Retype only the lines from the top of the records to the line with "ctx.translate(x, y);", including that line but none of the pictures.

---- Extracted data

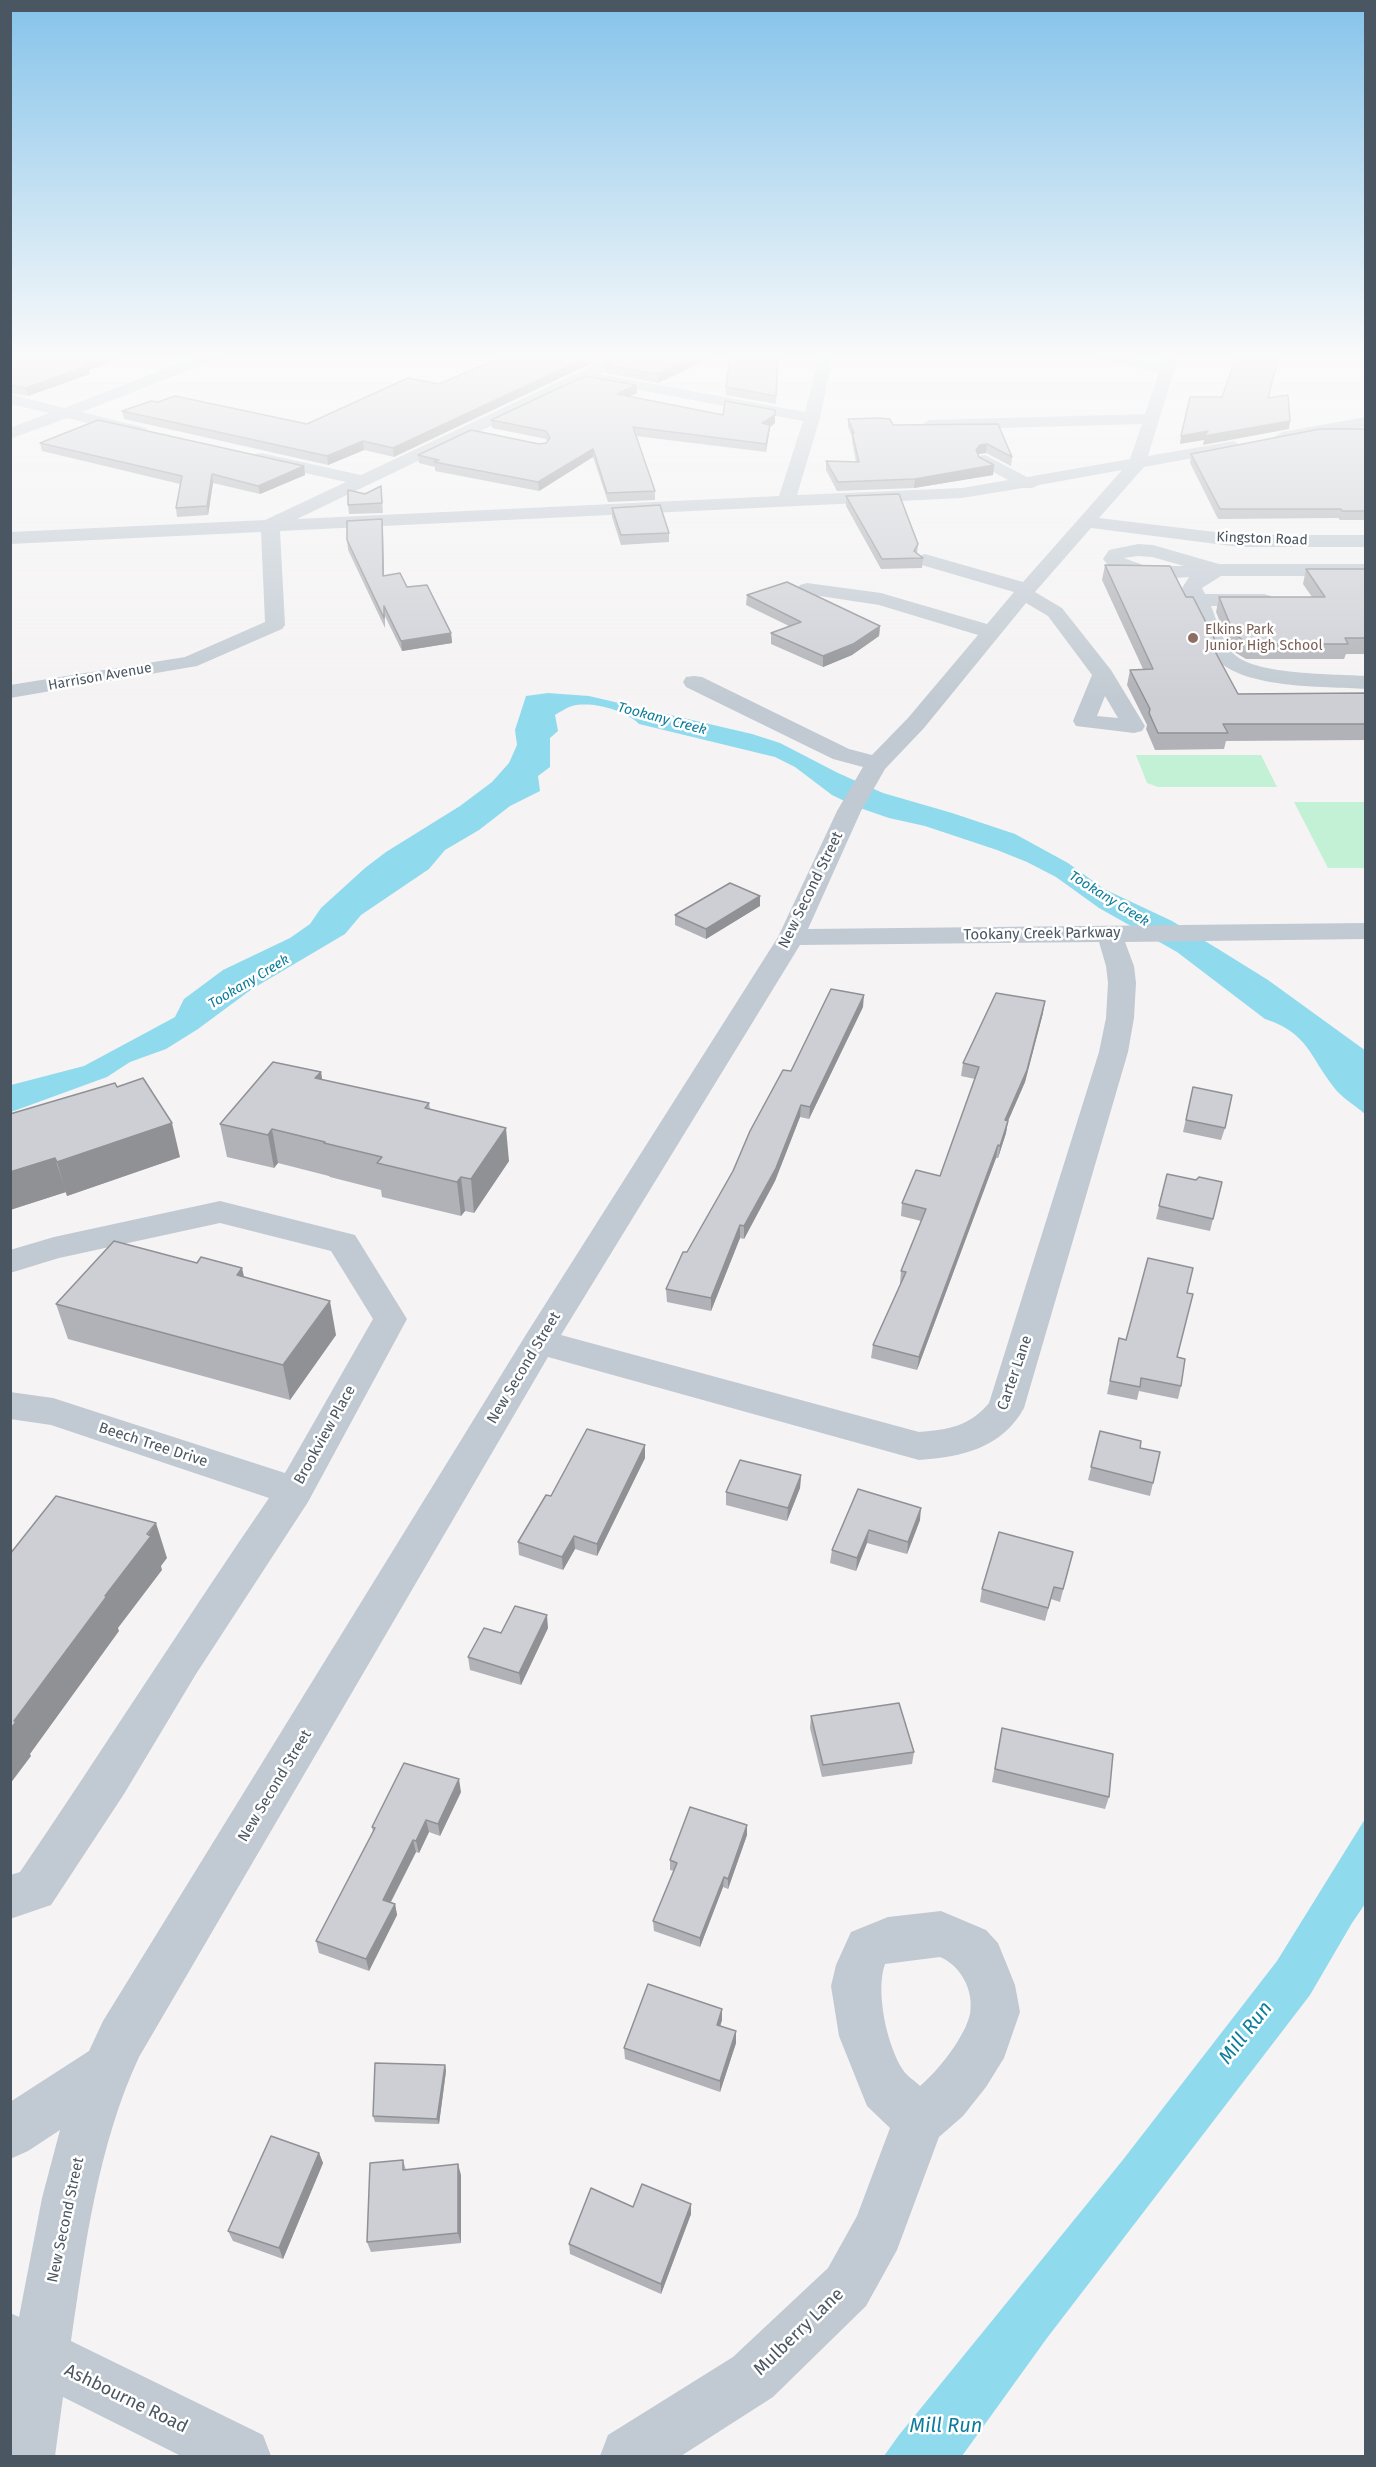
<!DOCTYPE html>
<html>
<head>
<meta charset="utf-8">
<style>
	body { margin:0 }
	#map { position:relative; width:1376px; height:2467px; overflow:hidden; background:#f5f3f3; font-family:"Fira Sans",sans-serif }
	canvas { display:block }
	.frame { position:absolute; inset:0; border:12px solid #4a5661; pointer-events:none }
</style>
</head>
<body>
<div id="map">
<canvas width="1376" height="2467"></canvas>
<div class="frame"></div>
</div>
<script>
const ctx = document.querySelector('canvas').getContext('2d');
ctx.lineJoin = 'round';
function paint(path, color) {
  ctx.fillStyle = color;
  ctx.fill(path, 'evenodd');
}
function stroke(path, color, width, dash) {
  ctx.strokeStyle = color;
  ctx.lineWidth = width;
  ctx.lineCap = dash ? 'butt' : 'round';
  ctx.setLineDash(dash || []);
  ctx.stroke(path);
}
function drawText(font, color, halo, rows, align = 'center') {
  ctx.font = font + ' "Fira Sans",sans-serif';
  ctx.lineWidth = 5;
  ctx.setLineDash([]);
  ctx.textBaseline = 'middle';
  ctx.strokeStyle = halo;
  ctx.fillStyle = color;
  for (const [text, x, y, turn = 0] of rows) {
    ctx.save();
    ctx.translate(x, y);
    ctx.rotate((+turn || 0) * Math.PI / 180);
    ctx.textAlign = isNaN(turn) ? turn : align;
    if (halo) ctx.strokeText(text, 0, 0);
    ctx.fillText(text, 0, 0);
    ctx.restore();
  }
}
const green = new Path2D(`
	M1136 755H1261L1277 787H1158L1147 783Z
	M1294 802H1365V868H1328Z`);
const water = new Path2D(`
	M548 693 589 696 752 734 780 743 838 773 883 793 952 813 1015 834 1068 863 1104 889 1172 921 1223 952 1268 980 1366 1051 1365 1114C1356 1106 1344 1099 1336 1090 1310 1058 1309 1033 1265 1019L1177 952 1099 908 1056 877 1027 862 997 850 925 826 889 818 857 807 832 795 795 767 775 757 639 724C625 710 592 701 572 706 566 708 560 712 555 715L558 731 550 738V767L538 776 540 791 510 806 479 830 445 850 429 869 361 915 345 934 252 989 198 1029 166 1049 130 1062 107 1077 11 1112V1085L84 1066 151 1030 175 1017 184 999 223 970 290 938 310 924 321 908 365 868 386 852 460 806 492 782 509 763 517 745 515 730 526 696Z
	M1365 1819V1904L1352 1923 1310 1995 1047 2338 962 2456H884L899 2435 1122 2161 1277 1961Z`);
const stream = new Path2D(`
	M530 741 539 710 549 703`);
const minor = new Path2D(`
	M201 355H222L220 358 82 412 146 428 148 431 146 434 140 436 67 418 10 439V428L49 413 10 404V394L64 408Z
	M615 355H634L600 374 805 412 819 355H833L820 418 797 495 962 488 1008 480 979 464 977 460 979 456 985 455 1027 477 1130 459 1142 424 929 430 921 425 929 420 1145 414 1159 372 1098 359 1091 355H1121L1162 363 1165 355H1179L1148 456 1234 441 1242 446 1234 451 1144 467 1099 518 1240 535H1366V547H1240L1091 528 1035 592 1062 608 1111 670 1145 726 1142 731 1134 733 1076 726 1073 721 1092 675 1048 616 1026 603 924 728 885 769 861 811 808 929 1366 923V939L1125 942 1134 966 1136 983 1134 1018 1128 1052 1024 1408C1002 1448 962 1457 919 1460L548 1357 139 2057C98 2145 85 2246 71 2341L263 2435 271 2456H181L63 2397 55 2456H10V2313L19 2317 42 2198 60 2130 28 2151 10 2159V2102L89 2051 103 2021 527 1333 778 937 837 811 863 767 833 759 686 687 683 682 686 677 694 676 702 677 849 749 872 755 908 718 978 635 879 605 800 593 797 589 800 585 807 583 881 593 987 624 1014 592 918 564 915 560 918 556 925 554 1023 582 1122 470 1039 485 1032 488H1023L962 498 280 531 285 625 282 629 197 666 10 698V685L185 657 265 622 261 532 10 544V532L265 520 346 482 255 462 253 458 255 454 261 453 361 475ZM587 380 803 421 779 496 297 519ZM1105 696 1118 718 1097 716ZM1099 942 1106 966 1108 983 1106 1018 1099 1052 989 1403C970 1426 948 1430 919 1432L561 1335 800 945Z
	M1366 417V427L1282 442 1274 437 1282 432Z
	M1138 544 1153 545 1219 564H1366V576H1221L1202 588 1205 594H1264L1271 596 1274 600 1271 604 1264 606H1211C1217 620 1223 645 1235 655 1257 675 1335 674 1366 676V689C1325 686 1237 690 1212 654L1182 588 1189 577C1163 579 1120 583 1103 559L1109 550ZM1138 556 1152 557 1184 566H1146L1124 558Z
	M220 1201 355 1235 407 1319 308 1502 196 1674 124 1794 51 1905 10 1919V1875L20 1872C104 1748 184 1622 269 1498L51 1425 10 1419V1392L53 1398 285 1473 373 1319 331 1251 220 1223 59 1258 10 1273V1250L54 1237Z
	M941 1911 986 1930 998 1943 1015 1985 1020 2012 1004 2058 986 2087 963 2116 939 2137 897 2250 866 2306 773 2397 681 2456H600L608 2435 733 2357 828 2268 857 2216 890 2128 867 2106 839 2036 831 1986 836 1965 851 1932 888 1917ZM940 1957C961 1966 974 1990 970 2014 965 2037 938 2071 920 2086 915 2081 907 2076 903 2070 887 2046 875 1991 885 1964Z`);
const wall = new Path2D(`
	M10 355 89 370 90 374 28 396 10 393Z
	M716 355 658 383 606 373 605 365Z
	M778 356 776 404 726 395V387Z
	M408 378 394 457 364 450 328 465 124 419 122 411 158 402 307 424Z
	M636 385 637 393 629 396 723 415 775 410V423L770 427 766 452 636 436 655 491V500L608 502 593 457 539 491 435 471V467L419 463 418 455 546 443 547 441 546 439 492 428 491 420Z
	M848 419 893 425 998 424 1012 457 1011 466 986 453 979 454 978 455 979 457 994 465 993 475 914 488 837 491 826 470V461L856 462 852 441V437L848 427Z
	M1365 429V520H1340L1338 518 1218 519 1190 463 1191 454Z
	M40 443 304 466 305 475 260 494 213 483 208 515 177 517 176 508 180 484 42 451Z
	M381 486 383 513 349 514 348 505Z
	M846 496 918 544 917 554 923 558 922 568 881 569 846 506Z
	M612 508 669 533V542L621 545 612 517Z
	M383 528 384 575 407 587 451 633 452 643 402 651 385 616V628L348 550 347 540Z
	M1105 565 1186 597 1217 644 1216 652 1238 694 1365 693V740L1226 741 1224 749 1155 750 1146 729 1147 725 1127 685 1130 670 1143 669 1102 580Z
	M1306 569H1365V654H1346L1344 659H1246L1236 653 1229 644 1216 612 1219 597H1312L1303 584Z
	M747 595 880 626 879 636 852 655 823 667 771 644V633L789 626 746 605Z
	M760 896V906L706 939 675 925V915Z
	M863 1007 809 1119 800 1117 775 1181 744 1239 740 1238 711 1311 667 1302 666 1289 791 1071Z
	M1043 1013 1025 1082 1008 1121 1006 1133 998 1158H996L917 1370 871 1358 873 1345 901 1284H900L901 1271 921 1221 901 1216 902 1203 940 1176 975 1079 961 1076 963 1063Z
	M321 1072 322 1080 429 1103 430 1109 509 1161 474 1213 465 1211 461 1216 382 1197 381 1190 330 1177 329 1176 278 1163 274 1168 227 1157 220 1124Z
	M117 1087 180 1157 67 1196 66 1192 10 1210Z
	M1193 1087 1225 1128 1221 1140 1183 1132Z
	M1167 1174 1213 1219 1210 1231 1156 1219Z
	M244 1277 336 1335 290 1400 68 1339 56 1304Z
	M1187 1293 1177 1357 1181 1386 1178 1399 1139 1391 1137 1400 1107 1394 1119 1338 1126 1340Z
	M1100 1431 1140 1448 1153 1483 1150 1496 1088 1480Z
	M645 1445V1458L597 1556 575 1549 563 1570 519 1555 518 1542 551 1496Z
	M801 1475 800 1488 787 1521 726 1505V1492Z
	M858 1489 920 1520 907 1554 867 1543 856 1571 830 1563 832 1550Z
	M1073 1552 1060 1602 1051 1599 1045 1621 980 1602 982 1589Z
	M548 1628 521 1685 470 1670 468 1657Z
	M811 1716 914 1752 912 1764 822 1777 810 1728Z
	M1002 1728 1109 1797 1105 1809 992 1782Z
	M461 1792 440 1836 429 1832 419 1853 416 1852 391 1902 395 1904 397 1915 369 1971 319 1953 316 1941 373 1832 372 1827Z
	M747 1835 728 1889 723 1887 700 1947 654 1931 653 1921 674 1871 670 1870V1860Z
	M722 2020 720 2026 736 2043 720 2092 625 2059 624 2048Z
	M445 2065 446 2071 439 2124 375 2122 373 2116Z
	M319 2153 323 2163 283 2259 233 2241 228 2231Z
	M403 2160 406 2170 461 2175V2243L371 2252 367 2242Z
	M633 2207 691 2214 661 2294 570 2254 569 2244Z`);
const shadedWall = new Path2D(`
	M105 355H129L89 370 90 374 28 396 26 388 80 364Z
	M592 355H609L394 457 393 448Z
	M699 355H716L658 383V374Z
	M636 385 637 393 617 402V394Z
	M775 415V423L770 427 766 452V444L762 423Z
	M1290 421 1289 429 1203 445 1204 440 1180 444 1181 436 1208 431Z
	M363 441 364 450 328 465 327 456Z
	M987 444 986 453 979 454 975 459 976 450 980 445Z
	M593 449V457L539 491 538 482Z
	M994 465 993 475 914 488 915 479Z
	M304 466 305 475 260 494 258 486Z
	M212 474 213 483 208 515 207 506Z
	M382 519 383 528 384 585 383 576Z
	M880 626 879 636 852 655 823 667V656Z
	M451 633 452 643 402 651 401 641Z
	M760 896V906L706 939V929Z
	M864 995 863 1007 809 1119 810 1107Z
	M1045 1001 1043 1013 1025 1082 1008 1121 1006 1133 998 1158 1005 1120Z
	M321 1072 326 1105 315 1078Z
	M801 1105 800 1117 775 1181 744 1239V1226Z
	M172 1123 180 1157 67 1196 57 1162Z
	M506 1128 509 1161 474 1213 471 1179Z
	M272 1129 278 1163 274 1168 268 1135Z
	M998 1145 996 1158 917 1370 919 1357Z
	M55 1158 66 1192 10 1210V1172Z
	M461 1177 465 1211 461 1216 457 1182Z
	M740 1225V1238L711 1311V1298Z
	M242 1268 250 1302 237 1275Z
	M330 1301 336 1335 290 1400 283 1365Z
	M645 1445V1458L597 1556V1544Z
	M801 1475 800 1488 787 1521 788 1508Z
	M921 1508 920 1520 907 1554 908 1542Z
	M156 1523 167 1558 161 1566 162 1570 118 1628 119 1631 30 1754 31 1756 10 1784V1729L14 1721Z
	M869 1530 867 1543 856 1571 857 1558Z
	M574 1536 575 1549 563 1570 562 1557Z
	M547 1615 548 1628 521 1685 519 1673Z
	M459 1779 461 1792 440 1836 438 1824Z
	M426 1820 429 1832 419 1853 416 1841Z
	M747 1825V1835L728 1889V1879Z
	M413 1840 416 1852 386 1911 383 1900Z
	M724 1877 723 1887 700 1947V1938Z
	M395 1904 397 1915 369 1971 366 1959Z
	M722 2009V2020L717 2036V2025Z
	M736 2031V2043L720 2092V2081Z
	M445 2065 446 2071 439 2124 437 2119Z
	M319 2153 323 2163 283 2259 279 2248Z
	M458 2164 461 2175V2243L458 2233Z
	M691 2204V2214L661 2294V2284Z`);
const building = new Path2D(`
	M10 355H105L80 364 88 366 26 388 10 385Z
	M507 355H592L393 448 363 441 327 456 122 411 151 401 158 402 175 396 307 424 408 378 439 384Z
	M622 355H699L658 374 605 365Z
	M730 355 778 356 776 396 726 387Z
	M1237 355H1279L1268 398 1288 395 1290 421 1204 436 1208 431 1181 436 1190 397H1222Z
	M585 376 636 385 617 394 723 415 725 401 775 410V415L762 423 770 425 766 444 633 427 655 491 607 493 593 449 538 482 434 462 439 460 418 455 471 430 539 444 546 443 550 438 546 431 491 420Z
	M878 418 890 419 893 425 998 424 1012 457 987 444 980 445 976 450 979 457 994 465 915 479 838 482 826 461 859 462 852 432 854 433 848 419Z
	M98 420 304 466 258 486 212 474 207 506 176 508 182 476 40 443Z
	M1320 429H1365V511H1342L1341 509H1220L1191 454Z
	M381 486 382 503 348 505V490L365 494Z
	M899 494 918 544 914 551 923 558 882 559 846 496Z
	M660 505 669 533 621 535 612 508Z
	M382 519 383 576 400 573 407 587 427 585 451 633 401 641 384 606V618L347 540V521Z
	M1105 565 1170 566 1186 597H1193L1217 644H1211L1238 694 1365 693V724H1223L1228 733H1158L1149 713 1150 709 1130 670 1153 669Z
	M1306 569H1365V638H1345L1348 644H1249L1240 638 1232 629 1219 597H1325Z
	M787 582 880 626 853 644 823 656 771 633 801 622 747 595Z
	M730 883 760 896 706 929 675 915Z
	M831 989 864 995 810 1107 801 1105 776 1168 744 1226 740 1225 711 1298 666 1289 683 1252H687L733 1171 750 1131 783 1070 791 1071Z
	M996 993 1045 1001 1027 1070 1005 1120 1008 1121 1000 1146 998 1145 919 1357 873 1345 906 1272 901 1271 926 1209 902 1203 916 1170 940 1176 979 1067 963 1063Z
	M273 1062 321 1072 315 1078 429 1103 425 1108 506 1128 471 1179 461 1177 457 1182 377 1163 382 1157 324 1143 325 1142 272 1129 268 1135 220 1124Z
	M143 1078 172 1123 57 1162 55 1158 10 1172V1114L115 1083 117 1087Z
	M1193 1087 1232 1095 1225 1128 1186 1120Z
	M1167 1174 1196 1180 1199 1177 1222 1182 1213 1219 1159 1206Z
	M114 1241 197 1263 201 1257 242 1268 237 1275 330 1301 283 1365 56 1304Z
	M1148 1258 1193 1268 1187 1293 1193 1294 1177 1357 1185 1359 1181 1386 1141 1378 1140 1387 1110 1381 1119 1338 1126 1340Z
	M587 1429 645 1445 597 1544 574 1536 562 1557 518 1542 546 1495 551 1496Z
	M1100 1431 1141 1441 1140 1448 1160 1452 1153 1483 1091 1467Z
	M740 1460 801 1475 788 1508 726 1492Z
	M858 1489 921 1508 908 1542 869 1530 857 1558 832 1550Z
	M56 1496 156 1523 147 1534 151 1536 105 1596H107L14 1721 16 1722 10 1729V1554Z
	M999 1532 1073 1552 1063 1589 1054 1587 1048 1608 982 1589Z
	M515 1606 547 1615 519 1673 468 1657 484 1628 501 1633Z
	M899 1703 914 1752 823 1765 811 1716Z
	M1002 1728 1113 1754 1109 1797 995 1769Z
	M404 1763 459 1779 438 1824 426 1820 416 1841 413 1840 383 1900 395 1904 366 1959 316 1941 375 1828 372 1827Z
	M690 1807 747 1825 728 1879 724 1877 700 1938 653 1921 677 1863 670 1860Z
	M648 1984 722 2009 717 2025 736 2031 720 2081 624 2048Z
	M375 2063 445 2065 437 2119 373 2116Z
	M271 2136 319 2153 279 2248 228 2231Z
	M403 2160V2170L458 2164V2233L367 2242 370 2163Z
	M642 2184 691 2204 661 2284 569 2244 591 2188 633 2207Z`);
const markers = [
	[1193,638,6,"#8d6e63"]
];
const farStreetnames = [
	["Kingston Road",1262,539,2],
	["Harrison Avenue",100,677,-10]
];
const farEducationnames = [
	["Elkins Park",1205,630],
	["Junior High School",1205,646]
];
const farWaternames = [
	["Tookany Creek",662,719,15],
	["Tookany Creek",1109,899,32],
	["Tookany Creek",249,982,-31]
];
const streetNames = [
	["New Second Street",811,890,-64],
	["Tookany Creek Parkway",1042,934,-1],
	["New Second Street",524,1368,-59],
	["Carter Lane",1015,1373,-71],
	["Brookview Place",325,1435,-61],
	["Beech Tree Drive",153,1445,18],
	["New Second Street",275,1786,-59],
	["New Second Street",66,2220,-78]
];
const nearStreetnames = [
	["Mulberry Lane",799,2332,-44],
	["Ashbourne Road",126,2399,26]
];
const nearWaternames = [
	["Mill Run",1246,2033,-52],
	["Mill Run",946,2426]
];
paint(green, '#c3f1d5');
paint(water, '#90daee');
stroke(stream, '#90daee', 7);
paint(minor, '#c1cad2');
paint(wall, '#b0b2b7');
paint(shadedWall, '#909195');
paint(building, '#cdcfd5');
stroke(building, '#909195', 1.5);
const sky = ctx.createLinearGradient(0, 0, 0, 701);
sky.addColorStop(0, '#85c3ea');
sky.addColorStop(0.51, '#fafafa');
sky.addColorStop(1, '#fafafa00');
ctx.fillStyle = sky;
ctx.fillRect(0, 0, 1376, 701);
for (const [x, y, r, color] of markers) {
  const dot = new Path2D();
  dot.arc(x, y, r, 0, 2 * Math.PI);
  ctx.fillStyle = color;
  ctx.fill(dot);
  stroke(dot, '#fff', 2);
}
drawText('14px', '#4a5661', '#fff', farStreetnames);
drawText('14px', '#785e54', '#fff', farEducationnames, 'left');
drawText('italic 14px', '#0c7c9b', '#fff', farWaternames);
drawText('15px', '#4a5661', '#fff', streetNames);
drawText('18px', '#4a5661', '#fff', nearStreetnames);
drawText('italic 20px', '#0c7c9b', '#fff', nearWaternames);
</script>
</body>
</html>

--------

Completed exercise →
<!DOCTYPE html>
<html>
<head>
<meta charset="utf-8">
<style>
	body { margin:0 }
	#map { position:relative; width:1376px; height:2467px; overflow:hidden; background:#f5f3f3; font-family:"Fira Sans",sans-serif }
	canvas { display:block }
	.frame { position:absolute; inset:0; border:12px solid #4a5661; pointer-events:none }
</style>
</head>
<body>
<div id="map">
<canvas width="1376" height="2467"></canvas>
<div class="frame"></div>
</div>
<script>
const ctx = document.querySelector('canvas').getContext('2d');
ctx.lineJoin = 'round';
function paint(path, color) {
  ctx.fillStyle = color;
  ctx.fill(path, 'evenodd');
}
function stroke(path, color, width, dash) {
  ctx.strokeStyle = color;
  ctx.lineWidth = width;
  ctx.lineCap = dash ? 'butt' : 'round';
  ctx.setLineDash(dash || []);
  ctx.stroke(path);
}
function drawText(font, color, halo, rows, align = 'center') {
  ctx.font = font + ' "Fira Sans",sans-serif';
  ctx.lineWidth = 5;
  ctx.setLineDash([]);
  ctx.textBaseline = 'middle';
  ctx.strokeStyle = halo;
  ctx.fillStyle = color;
  for (const [text, x, y, turn = 0] of rows) {
    ctx.save();
    ctx.translate(x, y);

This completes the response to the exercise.